With a nanotech public stock offering on the calender (Nanosys Inc.) and broad nanotech legislation enshrined in law, the energetic and outspoken face of nanotech commercialization, Modzelewski, said he decided it was time for his next challenge to turn the organization over to Murdock, a proven organizer and former McKinsey consultant.

“We gave birth to this, but Sean is the kind of person who can help it grow,” said Modzelewski, who as a managing director at Lux Research will focus on public policy and corporate consulting efforts.

Alliance board member Scott Rickert, president of Nanofilm Ltd. in Valley View, Ohio, said that Murdock was the right person to take over the reins and do “the blocking and tackling” that the Alliance needs to do as a maturing industry support organization.

As nanotech commercialization gathers momentum, Rickert said, the Alliance needs to grow with it, becoming more international and engaged in bringing businesses together. Rickert suggested that next year’s NanoBusiness conference also include a full-fledged trade fair.

Tinker said that the NanoBusiness Alliance will encourage more trade, exchange and manufacturing opportunities with nanotech firms around the world. He also said that with an increasing need for educational and training assets, the Alliance is working on a career-oriented Web site.

While Modzelewski said he expects to keep a hand in the Alliance’s policy efforts, both he and Tinker reported that they expect Murdock’s stewardship to focus on building membership as well as developing more services such as group insurance for nanotech startups.

As the Alliance enters its next phase, Murdock has his work cut out for him. Efforts to launch regional “hubs” have so far failed to gain the kind of traction the Alliance had hoped for. “I think we expected those to self-assemble,” Tinker said.

Such logistic limitations notwithstanding, Lux Capital Managing Partner Josh Wolfe said that under Modzelewski, the NanoBusiness Alliance evolved from “a forum for exchanging ideas about an emerging area of technology, a place for the questions to be asked,” to an industry-shaping organization with more than 250 members, including General Electric Co. and JP Morgan Chase & Co.

Providing the answers to those commercial questions, said Wolfe, was the raison d’être for launching Lux Research, and a logical segue for Modzelewski.

As Peter Hébert, chief executive of the strategic services firm explained, the company’s business model is to provide corporations, investors and governments with ongoing and actionable business advice and information services on all facets of nanotechnology.

Neither a conventional consultancy, market research firm or traditional equity analysis shop, Lux Research’s ambitious vision is to offer large companies and organizations nanotech’s big picture.

Hébert said the firm would anticipate the macroeconomic ripples and complex reverberations nanotech is likely to cause throughout the business world.
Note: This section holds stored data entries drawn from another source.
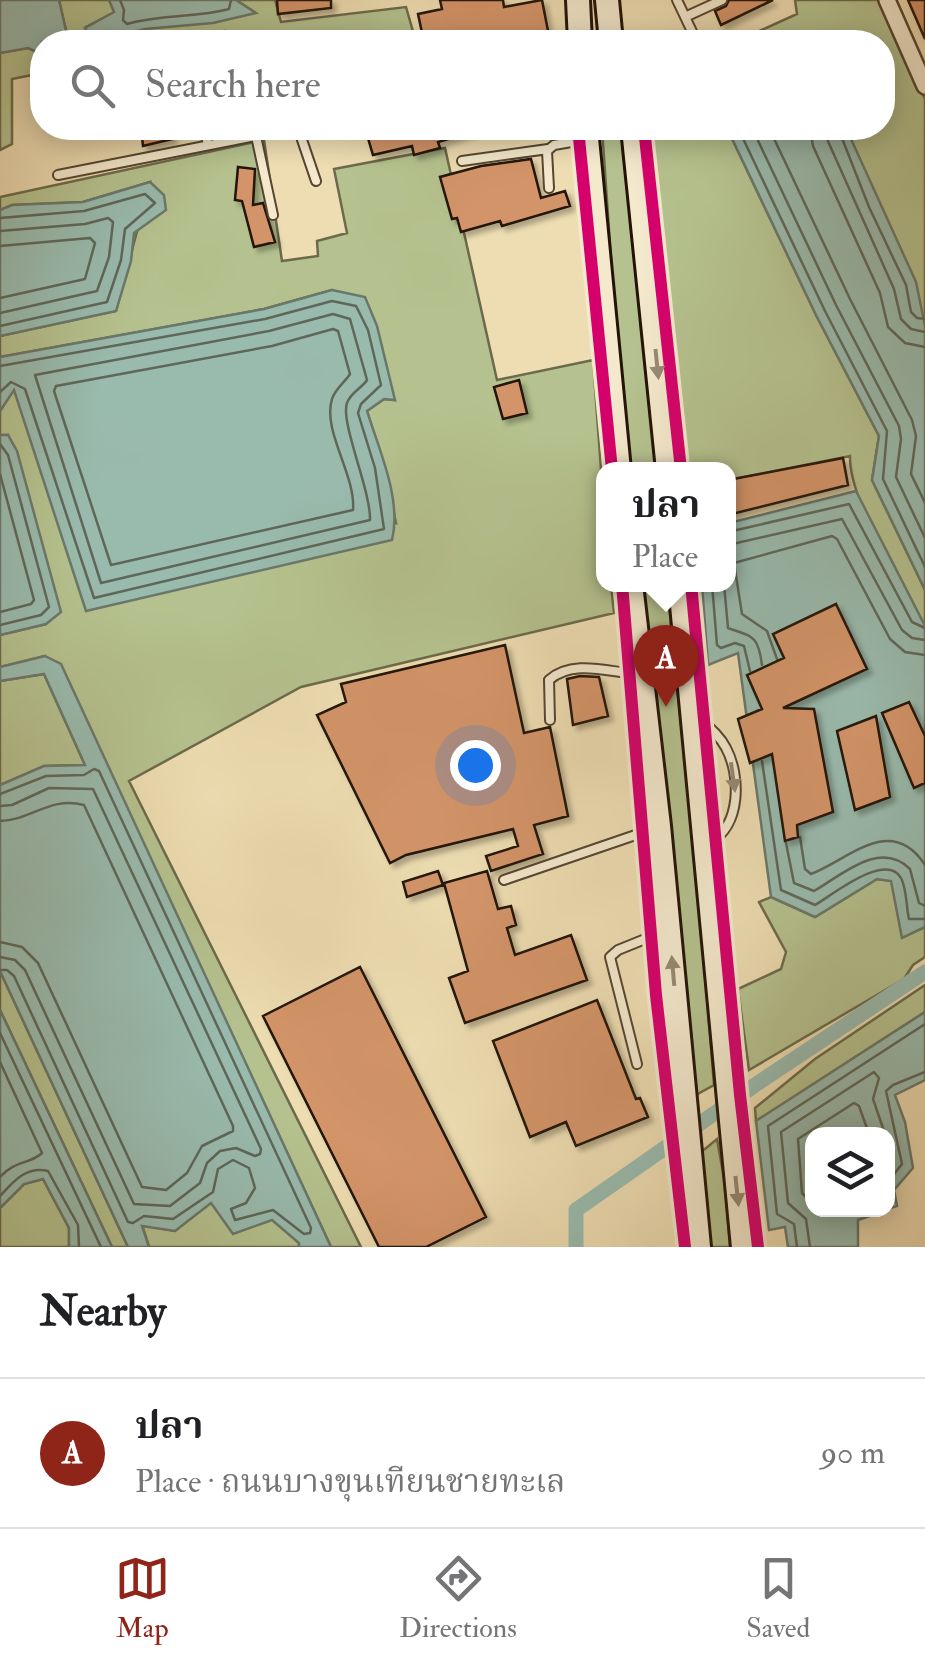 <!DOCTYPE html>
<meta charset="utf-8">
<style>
body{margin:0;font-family:"IM FELL Double Pica","Noto Serif Thai",serif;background:#f2f2f2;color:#202124}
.controls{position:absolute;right:30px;bottom:30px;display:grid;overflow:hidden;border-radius:20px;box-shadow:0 5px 25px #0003}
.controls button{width:90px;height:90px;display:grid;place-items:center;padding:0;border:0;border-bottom:2px solid #e0e0e0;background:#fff;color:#202124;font:50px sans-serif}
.you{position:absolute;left:475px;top:765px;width:35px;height:35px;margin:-25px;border:8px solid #fff;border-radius:50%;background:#1a73e8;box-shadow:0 0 0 15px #1a73e833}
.badge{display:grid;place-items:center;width:65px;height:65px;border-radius:50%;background:#8f2418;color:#fff;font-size:32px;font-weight:700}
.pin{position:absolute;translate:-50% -82px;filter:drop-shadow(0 2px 5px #0008)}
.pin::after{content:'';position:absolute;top:52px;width:35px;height:30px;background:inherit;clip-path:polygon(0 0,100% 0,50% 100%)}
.popup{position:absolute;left:596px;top:462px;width:140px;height:130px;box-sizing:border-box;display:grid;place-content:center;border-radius:20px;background:#fff;filter:drop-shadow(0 2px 8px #0005);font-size:32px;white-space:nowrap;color:#757577}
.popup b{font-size:38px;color:#202124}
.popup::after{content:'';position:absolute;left:50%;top:100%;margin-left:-20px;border:20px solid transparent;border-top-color:#fff}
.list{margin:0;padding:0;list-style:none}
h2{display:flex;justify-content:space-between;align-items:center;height:130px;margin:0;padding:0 40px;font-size:42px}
h2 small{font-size:32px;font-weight:400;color:#757577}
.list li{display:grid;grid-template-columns:65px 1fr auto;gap:30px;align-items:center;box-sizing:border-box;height:150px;padding:0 40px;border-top:2px solid #e0e0e0}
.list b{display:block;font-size:38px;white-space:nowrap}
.list p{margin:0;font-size:32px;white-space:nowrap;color:#757577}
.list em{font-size:32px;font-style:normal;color:#757577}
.icon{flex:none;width:55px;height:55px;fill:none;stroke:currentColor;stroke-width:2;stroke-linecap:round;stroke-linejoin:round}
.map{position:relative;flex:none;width:925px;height:1247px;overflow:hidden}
.search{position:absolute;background:#fff;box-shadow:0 5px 25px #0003;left:30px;right:30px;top:30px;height:110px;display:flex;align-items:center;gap:25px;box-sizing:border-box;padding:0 35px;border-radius:40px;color:#757577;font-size:38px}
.sheet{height:280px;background:#fff}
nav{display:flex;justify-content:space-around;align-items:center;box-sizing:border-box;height:140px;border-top:2px solid #e0e0e0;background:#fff;font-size:28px;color:#757577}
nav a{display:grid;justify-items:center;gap:5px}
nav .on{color:#8f2418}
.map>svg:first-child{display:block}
.green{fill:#b5c28f;stroke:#6c6a4b;stroke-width:2.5}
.water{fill:#99bbae;stroke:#6a786b;stroke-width:2.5}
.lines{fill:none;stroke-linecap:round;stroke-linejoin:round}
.shore{stroke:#5e675a;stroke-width:2.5}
.canal{stroke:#99bbae;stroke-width:15}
.building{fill:#d39469;stroke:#231307;stroke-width:2.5;filter:url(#shadow)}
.service-casing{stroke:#564632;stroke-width:12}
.minor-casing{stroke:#564632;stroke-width:20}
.secondary-casing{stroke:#231307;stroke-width:28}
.service{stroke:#f4e9cd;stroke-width:8}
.minor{stroke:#f4e9cd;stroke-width:15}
.secondary{stroke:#f4e9cd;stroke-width:22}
.cycleway-casing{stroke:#f4e9cd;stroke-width:19}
.cycleway{stroke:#d6006c;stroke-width:12}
.oneway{fill:#968974}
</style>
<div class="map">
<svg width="925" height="1247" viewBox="0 0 925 1247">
<defs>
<filter id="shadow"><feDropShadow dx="4.5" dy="4.5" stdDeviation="2.5" flood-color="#0004"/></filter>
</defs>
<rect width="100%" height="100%" fill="#eeddb2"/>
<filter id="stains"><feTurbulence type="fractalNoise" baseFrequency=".002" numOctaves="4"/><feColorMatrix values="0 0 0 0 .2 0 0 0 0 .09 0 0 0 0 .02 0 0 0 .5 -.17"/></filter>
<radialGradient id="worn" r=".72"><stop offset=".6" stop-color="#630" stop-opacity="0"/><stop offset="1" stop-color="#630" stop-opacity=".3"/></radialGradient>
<!-- green -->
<path class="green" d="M 59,0 L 109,0 L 115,12 L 86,27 L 94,42 L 65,42 L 67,35 Z
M 236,0 L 275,0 L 281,22 L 406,7 L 416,42 L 230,42 L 225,31 L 182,42 L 101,42 L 145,29 L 254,12 Z
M 795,0 L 880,0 L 925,99 L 925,326 L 846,128 L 882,128 L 882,42 L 735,42 L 797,14 Z
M 28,48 L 42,54 L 42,73 L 12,79 L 12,144 L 0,150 L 0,53 Z
M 602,128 L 620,128 L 622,139 L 656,469 L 630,469 L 615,317 Z
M 648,128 L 727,128 L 816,315 L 879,436 L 872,480 L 925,590 L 925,626 C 902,583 849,502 850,456 L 729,480 L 728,470 L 684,469 L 656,214 L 661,213 Z
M 264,140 L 282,261 L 318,256 L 317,241 L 347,233 L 334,169 L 445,148 L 497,380 L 593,360 L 603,497 L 604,584 L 611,585 L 614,613 L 301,687 L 129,781 L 361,1247 L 331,1247 L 167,895 L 45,656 L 0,667 L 0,635 L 46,624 L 8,435 L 0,435 L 0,411 L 14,389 L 396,523 L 384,465 L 367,411 L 384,399 L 394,400 L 332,290 L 264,309 L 0,357 L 0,336 L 116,311 L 150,182 L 83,202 L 12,205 L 0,210 L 0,197 Z
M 642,585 L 667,585 L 701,925 L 714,1085 L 694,1096 Z
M 694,585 L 702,585 L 708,665 L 701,668 Z
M 44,674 L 85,765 L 44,766 L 0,785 L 0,681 Z
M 877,879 L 892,881 L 902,937 L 925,927 L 925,957 L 913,965 L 904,979 L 749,1070 L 738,989 L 781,969 L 786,952 L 759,902 L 771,897 L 815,917 Z
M 0,971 L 128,1247 L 112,1247 L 0,1010 Z
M 925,985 L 925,1012 L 756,1121 L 755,1108 L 815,1059 Z
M 717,1139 L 725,1184 L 730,1247 L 709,1247 L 700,1153 Z
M 43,1179 L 69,1228 L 69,1247 L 0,1247 L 0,1208 L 24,1184 Z
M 211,1202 L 272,1219 L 299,1243 L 299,1247 L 149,1247 L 142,1225 L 175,1231 Z"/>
<!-- water -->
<path class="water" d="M 0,0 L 59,0 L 67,35 L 65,42 L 42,42 L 42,54 L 28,48 L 0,53 Z
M 109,0 L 236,0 L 256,13 L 213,23 L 145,29 L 94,42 L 85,28 L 114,12 Z
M 727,128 L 846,128 L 916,282 L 925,326 L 925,590 L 872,480 L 879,436 L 816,315 Z
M 150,182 L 164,195 L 166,210 L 134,233 L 131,261 L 116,311 L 0,336 L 0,210 L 12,205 L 83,202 Z
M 332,290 L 365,297 L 377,326 L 395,400 L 384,399 L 367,411 C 379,450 402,499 392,540 L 86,611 L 14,390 L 0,411 L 0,357 L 264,309 Z
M 0,435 L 8,435 L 17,451 L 61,612 L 46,624 L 0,635 Z
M 856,491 L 925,626 L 925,927 L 902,938 L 891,881 L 877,879 L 815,917 L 771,897 L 738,653 L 708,665 L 702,585 L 728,584 L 729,523 Z
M 45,656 L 61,664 L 331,1247 L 299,1247 L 299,1243 L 272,1220 L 233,1234 L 211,1203 L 175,1231 L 142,1226 L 149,1247 L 128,1247 L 0,971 L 0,785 L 44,766 L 85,765 L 44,674 L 0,681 L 0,667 Z
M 0,1010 L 112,1247 L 69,1247 L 69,1228 L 43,1179 L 24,1184 L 0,1208 Z
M 925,1012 L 925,1080 L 895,1095 L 905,1122 L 913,1168 L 894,1190 L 897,1206 L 888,1209 L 888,1134 L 812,1134 L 812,1210 L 887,1210 L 858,1220 L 858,1247 L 788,1247 L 785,1227 L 769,1230 L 756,1121 Z"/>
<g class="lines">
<!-- shore -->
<path class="shore" d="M 120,0 L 124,10 L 123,20 L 127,24 C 161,14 196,18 229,9 L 231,0
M 738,128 L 825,311 L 887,431 L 883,479 L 925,567
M 752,128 L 836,305 L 899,426 L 901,439 L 896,477 L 925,538
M 769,128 L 850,299 L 912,420 L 916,436 L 911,474 L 925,503
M 810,128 L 813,146 L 880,293 L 888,327 L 905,343 L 925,347
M 825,128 L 827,139 L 894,289 L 901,319 L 911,329 L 925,332
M 838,128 L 869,207 L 906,285 L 911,312 L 917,318 L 925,319
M 0,218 L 84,211 L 145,194 L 155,203 L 125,229 L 121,260 L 107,302 L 0,326
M 0,231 L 85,224 L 108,218 L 113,222 L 109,257 L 97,291 L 0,313
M 0,246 L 90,238 L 95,243 L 85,279 L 0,298
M 333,314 L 350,319 L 367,380 C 362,388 350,393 347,403 C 340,422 371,491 370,520 L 101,583 L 35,375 L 269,331 Z
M 333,329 L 338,331 L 350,374 C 345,382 335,389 332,399 C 322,431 356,475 353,510 L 111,565 L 54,391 L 56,386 L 272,346 Z
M 0,366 L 265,319 L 332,301 L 356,306 L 368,330 L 381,385 L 361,404 L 358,413 L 375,468 L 384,529 L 94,598 L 25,389 L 11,382 L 0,392
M 0,444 L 8,455 L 49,607 L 41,615 L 0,625
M 0,474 L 34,600 L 31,604 L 0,612
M 728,532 L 849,504 L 912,622 L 925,628
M 728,545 L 842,519 L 902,630 L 912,638 L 925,640
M 712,584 L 717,645 L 721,648 L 735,643 L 744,646 L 750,671
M 724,584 L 728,628 C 753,637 758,635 762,665
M 777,659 L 767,631 L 742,614 L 734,563 L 832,536 L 837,539 L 890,639 L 905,652 L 925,655
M 762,761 L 781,890 L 815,905 C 831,896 886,851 901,878 C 907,889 906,907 909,919 L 925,919
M 0,794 L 46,776 L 84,775 L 94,769 L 99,771 L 311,1228 L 310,1233 L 304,1234 L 273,1210 L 235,1220 L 231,1209 L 246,1203 L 255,1188 L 249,1168 L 233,1160 L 218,1169 L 213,1192 L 173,1219 L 144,1216 L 133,1223 L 128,1222 L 14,976 L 7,970 L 0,970
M 0,806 L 12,805 L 49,788 L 93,789 L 261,1149 L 260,1154 L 255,1156 L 236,1148 L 220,1151 L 207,1163 L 200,1183 L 170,1206 L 134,1204 L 25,970 L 15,960 L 0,957
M 0,821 C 32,820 50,796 84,805 L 233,1126 L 233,1131 L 202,1146 L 187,1173 L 166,1190 L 142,1187 L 38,963 L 22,947 L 0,942
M 800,837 L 805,869 L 811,874 C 848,860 891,813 925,865
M 786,843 L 794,883 L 814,891 C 842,875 880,839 910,869 L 919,903 L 925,906
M 0,1033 L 101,1247
M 0,1062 L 42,1153 C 31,1164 15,1160 0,1177
M 888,1182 L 902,1164 L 886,1091 L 893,1085 L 925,1072
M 0,1196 C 14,1181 26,1166 48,1171 L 78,1225 L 79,1247
M 812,1203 L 802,1193 L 798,1139 L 854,1103 L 859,1106 L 869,1134
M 797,1247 L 794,1224 L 777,1214 L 768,1126 L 925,1024
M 810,1247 L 806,1219 L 788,1203 L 781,1132 L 874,1072 L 879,1078 L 873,1099 L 885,1134"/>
<!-- canal -->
<path class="canal" d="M 576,1247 L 576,1210 L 758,1083 L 925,972"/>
</g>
<!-- building -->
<path class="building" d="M 277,0 L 331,0 L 331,8 L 278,14 Z
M 440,0 L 503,0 L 504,7 L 542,0 L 548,31 L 485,42 L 424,42 L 418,14 L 442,9 Z
M 729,0 L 773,0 L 721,25 L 715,11 L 726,6 Z
M 908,0 L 925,0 L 925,39 Z
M 141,128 L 169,128 L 172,139 L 143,146 Z
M 365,128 L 476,128 L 476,131 L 438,142 L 440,148 L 414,155 L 412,146 L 373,155 Z
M 531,159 L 541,198 L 565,191 L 570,206 L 502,226 L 500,221 L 461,232 L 457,218 L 452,219 L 440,177 L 481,166 Z
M 238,167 L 255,169 L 253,205 L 263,203 L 275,242 L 254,247 L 242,201 L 235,200 Z
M 519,380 L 527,413 L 503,419 L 494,387 Z
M 843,458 L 848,485 L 728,515 L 728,480 Z
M 836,604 L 867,669 L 783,708 L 814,709 L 833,812 L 797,825 L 798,837 L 785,841 L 772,754 L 750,763 L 738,719 L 762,709 L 747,675 L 784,658 L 773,634 Z
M 505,645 L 524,733 L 550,727 L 568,816 L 534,825 L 543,854 L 491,871 L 486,856 L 518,846 L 513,829 L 406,855 L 390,863 L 317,715 L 346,702 L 341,684 Z
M 580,676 L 599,677 L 608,716 L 573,725 L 567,679 Z
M 909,702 L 925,736 L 925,783 L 914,788 L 882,713 Z
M 876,716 L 890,797 L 855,810 L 837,731 Z
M 438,871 L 443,885 L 407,897 L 403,882 Z
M 487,871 L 498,909 L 511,906 L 516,925 L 507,928 L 515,955 L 571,935 L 587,980 L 465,1023 L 449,978 L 468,971 L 444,883 Z
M 360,967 L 486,1217 L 426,1247 L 379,1247 L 263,1016 Z
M 597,1000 L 636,1099 L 640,1098 L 648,1117 L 576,1146 L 566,1122 L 530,1137 L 493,1041 Z"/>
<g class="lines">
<!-- service casing -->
<g class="service-casing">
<path id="service" d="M 677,0 L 697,42
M 685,17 L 722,0
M 524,42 L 575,35
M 204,128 L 208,145
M 298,128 L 316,181
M 462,161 L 548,149
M 58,175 L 256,136
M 549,188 L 547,151 L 554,145 L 583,140
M 273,215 L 256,136 L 284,128
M 699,718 C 709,727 720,736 726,748 C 741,776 741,826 710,842
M 550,720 L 549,680 C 573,659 608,672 637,674
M 504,880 L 656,828
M 637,1064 L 610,957 L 618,950 L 665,931"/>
</g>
<!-- minor casing -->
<g class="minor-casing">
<path id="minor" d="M 887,0 L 925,86"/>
</g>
<!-- secondary casing -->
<g class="secondary-casing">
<path id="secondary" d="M 578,0 L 580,42
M 607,0 L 611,42
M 586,128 L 619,470
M 633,128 L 668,470
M 631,584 L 659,826 L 699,1247
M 680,584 L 743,1247"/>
</g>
<!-- service -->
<use href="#service" class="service"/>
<!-- minor -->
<use href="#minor" class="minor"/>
<!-- secondary -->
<use href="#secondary" class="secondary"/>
<!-- cycleway casing -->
<g class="cycleway-casing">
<path id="cycleway" d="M 578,128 L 612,470
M 644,128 L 681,470
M 622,584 L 656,995 L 685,1247
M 691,584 L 740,1095 L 758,1247"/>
</g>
<!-- cycleway -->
<use href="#cycleway" class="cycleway"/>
</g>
<!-- one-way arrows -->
<defs><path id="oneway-solid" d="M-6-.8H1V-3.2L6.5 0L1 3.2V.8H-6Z" transform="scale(2.5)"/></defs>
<g class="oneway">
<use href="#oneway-solid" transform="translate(657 364) rotate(84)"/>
<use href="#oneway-solid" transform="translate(733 777) rotate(82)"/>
<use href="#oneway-solid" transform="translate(673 971) rotate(-95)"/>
<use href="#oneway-solid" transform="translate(737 1191) rotate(84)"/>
</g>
<rect width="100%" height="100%" filter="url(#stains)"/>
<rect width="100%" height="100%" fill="url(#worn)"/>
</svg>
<div class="controls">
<button><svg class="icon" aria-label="layers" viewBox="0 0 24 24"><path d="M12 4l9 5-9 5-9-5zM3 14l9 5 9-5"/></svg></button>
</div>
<div class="you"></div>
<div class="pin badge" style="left:666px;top:707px">A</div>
<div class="popup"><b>ปลา</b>Place</div>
<div class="search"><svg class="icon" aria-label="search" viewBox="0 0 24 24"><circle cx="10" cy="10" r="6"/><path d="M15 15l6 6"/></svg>Search here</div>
</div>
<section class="sheet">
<h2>Nearby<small></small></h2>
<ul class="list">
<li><span class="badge">A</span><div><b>ปลา</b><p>Place · ถนนบางขุนเทียนชายทะเล</p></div><em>90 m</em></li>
</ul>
</section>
<nav>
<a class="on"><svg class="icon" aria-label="map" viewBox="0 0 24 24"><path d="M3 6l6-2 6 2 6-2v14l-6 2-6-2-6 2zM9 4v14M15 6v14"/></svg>Map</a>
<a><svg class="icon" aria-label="directions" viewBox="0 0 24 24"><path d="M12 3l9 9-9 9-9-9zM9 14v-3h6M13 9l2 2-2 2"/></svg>Directions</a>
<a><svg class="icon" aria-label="saved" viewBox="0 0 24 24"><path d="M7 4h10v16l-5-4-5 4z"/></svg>Saved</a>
</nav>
How, for example, might Nano-Tex-enhanced fabrics that require less-frequent washing impact the sale of Tide, not to mention the suppliers of laundry soap raw ingredients? Procter & Gamble would, presumably, pay good money for such a steady intelligence feed, he said.

Rather than simply engaging clients in discrete projects or producing generalized reports and studies, Hebert said, the company would pursue revenue on a subscription model that would provide enduring relationships with clients and offer them a raft of research and analytical assets, as well as access to a network of Lux nanotech experts.

Pricing, Hébert noted, would vary with the depth of services a particular client wanted.

In addition to Lux Capital, investors include Gerson Lehrman Group; Eric Greenberg, founder of Acumen Sciences; and DeSoto Jordan, a co-founder of Perot Systems.